Every line of the following records that includes "align" should be copied.

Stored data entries
--- START ---
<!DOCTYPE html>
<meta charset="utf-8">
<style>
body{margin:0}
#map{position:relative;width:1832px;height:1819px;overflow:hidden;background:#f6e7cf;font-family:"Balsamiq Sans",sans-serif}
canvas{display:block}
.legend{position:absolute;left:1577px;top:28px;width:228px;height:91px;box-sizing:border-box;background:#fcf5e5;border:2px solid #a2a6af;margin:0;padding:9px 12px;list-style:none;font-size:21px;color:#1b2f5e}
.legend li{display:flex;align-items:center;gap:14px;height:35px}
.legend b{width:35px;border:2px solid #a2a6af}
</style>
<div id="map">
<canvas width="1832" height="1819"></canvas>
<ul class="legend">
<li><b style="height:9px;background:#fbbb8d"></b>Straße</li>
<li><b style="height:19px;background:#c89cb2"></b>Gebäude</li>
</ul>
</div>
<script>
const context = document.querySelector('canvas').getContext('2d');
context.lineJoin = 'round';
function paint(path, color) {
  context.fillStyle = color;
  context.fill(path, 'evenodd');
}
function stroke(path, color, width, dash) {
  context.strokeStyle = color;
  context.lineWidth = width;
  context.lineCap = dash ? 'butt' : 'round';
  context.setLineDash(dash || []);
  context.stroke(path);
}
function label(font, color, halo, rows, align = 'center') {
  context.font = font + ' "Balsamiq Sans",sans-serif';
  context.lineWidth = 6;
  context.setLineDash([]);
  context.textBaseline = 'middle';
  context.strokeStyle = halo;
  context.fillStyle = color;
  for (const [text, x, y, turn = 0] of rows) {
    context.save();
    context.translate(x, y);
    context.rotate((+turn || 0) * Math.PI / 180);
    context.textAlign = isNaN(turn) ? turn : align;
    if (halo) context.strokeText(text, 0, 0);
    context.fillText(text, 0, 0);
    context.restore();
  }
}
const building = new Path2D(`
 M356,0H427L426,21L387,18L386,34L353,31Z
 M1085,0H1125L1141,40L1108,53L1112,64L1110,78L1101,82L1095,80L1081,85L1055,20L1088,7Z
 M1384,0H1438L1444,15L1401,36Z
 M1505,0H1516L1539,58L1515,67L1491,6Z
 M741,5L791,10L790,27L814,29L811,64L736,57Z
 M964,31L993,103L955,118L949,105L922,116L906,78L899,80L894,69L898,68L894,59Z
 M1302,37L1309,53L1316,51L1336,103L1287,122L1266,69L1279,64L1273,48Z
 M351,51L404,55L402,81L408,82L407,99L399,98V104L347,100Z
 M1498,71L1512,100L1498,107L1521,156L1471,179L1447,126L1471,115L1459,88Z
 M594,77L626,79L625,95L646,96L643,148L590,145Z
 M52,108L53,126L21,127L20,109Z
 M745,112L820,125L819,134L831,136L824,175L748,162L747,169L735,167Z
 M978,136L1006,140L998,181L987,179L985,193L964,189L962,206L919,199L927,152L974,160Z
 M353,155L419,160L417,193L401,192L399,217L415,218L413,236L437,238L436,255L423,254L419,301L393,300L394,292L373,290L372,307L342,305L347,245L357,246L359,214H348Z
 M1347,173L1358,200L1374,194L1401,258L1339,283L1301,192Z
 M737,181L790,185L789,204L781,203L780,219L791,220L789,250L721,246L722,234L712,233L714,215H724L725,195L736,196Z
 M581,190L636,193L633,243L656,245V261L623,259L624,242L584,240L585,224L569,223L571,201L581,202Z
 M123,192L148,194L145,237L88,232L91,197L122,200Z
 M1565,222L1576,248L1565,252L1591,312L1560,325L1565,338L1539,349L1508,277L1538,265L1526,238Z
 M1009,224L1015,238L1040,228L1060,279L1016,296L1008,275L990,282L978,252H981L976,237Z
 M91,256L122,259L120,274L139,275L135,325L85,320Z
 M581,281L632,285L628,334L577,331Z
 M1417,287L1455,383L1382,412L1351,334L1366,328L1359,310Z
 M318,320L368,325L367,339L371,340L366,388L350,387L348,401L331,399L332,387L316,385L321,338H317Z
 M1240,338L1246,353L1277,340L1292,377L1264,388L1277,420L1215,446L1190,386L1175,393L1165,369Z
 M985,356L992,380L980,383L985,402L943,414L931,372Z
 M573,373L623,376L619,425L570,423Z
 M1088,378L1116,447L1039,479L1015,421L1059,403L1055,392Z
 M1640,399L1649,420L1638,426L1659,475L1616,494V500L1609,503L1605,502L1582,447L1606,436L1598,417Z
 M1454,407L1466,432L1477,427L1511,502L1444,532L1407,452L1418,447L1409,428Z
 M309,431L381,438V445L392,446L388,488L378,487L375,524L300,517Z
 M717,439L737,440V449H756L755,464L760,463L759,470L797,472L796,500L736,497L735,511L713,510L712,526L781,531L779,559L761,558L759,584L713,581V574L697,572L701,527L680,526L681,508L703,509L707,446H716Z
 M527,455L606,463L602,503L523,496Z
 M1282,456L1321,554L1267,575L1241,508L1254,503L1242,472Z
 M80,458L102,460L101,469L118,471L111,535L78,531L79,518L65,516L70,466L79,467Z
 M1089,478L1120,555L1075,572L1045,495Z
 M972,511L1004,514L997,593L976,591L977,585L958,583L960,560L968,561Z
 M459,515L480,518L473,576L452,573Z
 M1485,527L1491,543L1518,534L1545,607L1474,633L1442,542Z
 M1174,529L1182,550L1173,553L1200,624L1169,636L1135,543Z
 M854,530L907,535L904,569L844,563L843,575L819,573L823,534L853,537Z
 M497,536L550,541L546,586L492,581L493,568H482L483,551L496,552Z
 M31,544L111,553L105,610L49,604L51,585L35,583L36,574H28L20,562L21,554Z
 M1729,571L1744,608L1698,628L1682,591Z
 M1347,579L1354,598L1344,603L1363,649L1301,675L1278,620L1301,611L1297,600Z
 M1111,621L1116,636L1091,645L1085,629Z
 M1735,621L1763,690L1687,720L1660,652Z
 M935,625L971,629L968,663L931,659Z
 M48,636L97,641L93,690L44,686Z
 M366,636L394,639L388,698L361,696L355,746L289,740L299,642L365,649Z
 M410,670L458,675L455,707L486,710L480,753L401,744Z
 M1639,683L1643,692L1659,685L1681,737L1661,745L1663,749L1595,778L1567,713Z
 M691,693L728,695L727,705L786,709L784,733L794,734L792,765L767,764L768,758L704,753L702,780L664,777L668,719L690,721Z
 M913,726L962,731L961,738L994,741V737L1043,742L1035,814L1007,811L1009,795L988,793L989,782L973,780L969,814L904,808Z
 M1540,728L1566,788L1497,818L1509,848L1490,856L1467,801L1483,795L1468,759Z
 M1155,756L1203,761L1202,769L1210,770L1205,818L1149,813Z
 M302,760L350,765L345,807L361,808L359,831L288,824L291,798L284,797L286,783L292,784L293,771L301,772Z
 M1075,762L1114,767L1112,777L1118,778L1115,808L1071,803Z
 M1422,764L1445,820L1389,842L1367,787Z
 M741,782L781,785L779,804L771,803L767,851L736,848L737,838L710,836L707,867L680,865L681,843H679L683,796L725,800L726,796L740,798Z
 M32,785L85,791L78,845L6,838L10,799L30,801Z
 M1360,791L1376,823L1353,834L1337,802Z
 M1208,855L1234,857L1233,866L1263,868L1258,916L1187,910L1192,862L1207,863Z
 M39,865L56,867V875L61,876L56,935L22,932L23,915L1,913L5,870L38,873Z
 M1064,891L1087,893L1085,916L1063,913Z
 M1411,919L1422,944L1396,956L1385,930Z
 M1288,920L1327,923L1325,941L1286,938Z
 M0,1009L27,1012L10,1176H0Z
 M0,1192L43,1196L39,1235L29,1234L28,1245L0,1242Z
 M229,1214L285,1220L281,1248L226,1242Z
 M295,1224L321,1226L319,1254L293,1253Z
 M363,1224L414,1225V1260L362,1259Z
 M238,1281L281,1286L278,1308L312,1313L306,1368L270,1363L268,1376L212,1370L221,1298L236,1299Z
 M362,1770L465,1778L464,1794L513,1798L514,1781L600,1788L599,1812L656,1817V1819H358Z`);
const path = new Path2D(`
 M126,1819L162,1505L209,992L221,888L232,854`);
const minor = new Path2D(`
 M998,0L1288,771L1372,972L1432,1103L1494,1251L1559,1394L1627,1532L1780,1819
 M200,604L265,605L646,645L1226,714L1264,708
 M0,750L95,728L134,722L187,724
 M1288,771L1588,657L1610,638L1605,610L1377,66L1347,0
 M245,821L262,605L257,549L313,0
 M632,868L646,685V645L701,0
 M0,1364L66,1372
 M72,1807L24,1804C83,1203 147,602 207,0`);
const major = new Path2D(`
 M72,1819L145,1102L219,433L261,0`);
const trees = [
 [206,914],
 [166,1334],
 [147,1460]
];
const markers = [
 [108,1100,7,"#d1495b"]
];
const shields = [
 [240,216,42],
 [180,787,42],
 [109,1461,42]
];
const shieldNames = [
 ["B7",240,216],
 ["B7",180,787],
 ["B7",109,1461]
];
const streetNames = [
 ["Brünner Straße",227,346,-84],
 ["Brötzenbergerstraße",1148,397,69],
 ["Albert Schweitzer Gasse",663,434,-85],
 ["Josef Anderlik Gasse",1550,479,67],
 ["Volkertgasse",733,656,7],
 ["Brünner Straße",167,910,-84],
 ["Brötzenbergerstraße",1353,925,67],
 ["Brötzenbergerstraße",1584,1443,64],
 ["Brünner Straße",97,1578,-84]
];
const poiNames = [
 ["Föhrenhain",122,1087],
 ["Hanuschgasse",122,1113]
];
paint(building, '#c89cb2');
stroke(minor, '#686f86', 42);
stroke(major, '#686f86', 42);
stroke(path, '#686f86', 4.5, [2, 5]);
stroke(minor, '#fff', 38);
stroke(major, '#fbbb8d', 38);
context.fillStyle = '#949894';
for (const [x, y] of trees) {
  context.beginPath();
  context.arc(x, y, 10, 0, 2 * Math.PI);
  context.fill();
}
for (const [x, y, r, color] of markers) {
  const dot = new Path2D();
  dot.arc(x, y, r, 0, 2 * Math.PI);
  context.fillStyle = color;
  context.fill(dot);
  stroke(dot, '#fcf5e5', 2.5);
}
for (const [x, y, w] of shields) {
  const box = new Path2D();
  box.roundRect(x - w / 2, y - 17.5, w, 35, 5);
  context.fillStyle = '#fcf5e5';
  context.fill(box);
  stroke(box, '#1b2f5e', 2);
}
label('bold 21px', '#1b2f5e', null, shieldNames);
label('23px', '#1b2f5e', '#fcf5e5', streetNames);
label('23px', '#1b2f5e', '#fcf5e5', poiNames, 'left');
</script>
--- END ---
TASK RESPONSE
.legend li{display:flex;align-items:center;gap:14px;height:35px}
function label(font, color, halo, rows, align = 'center') {
    context.textAlign = isNaN(turn) ? turn : align;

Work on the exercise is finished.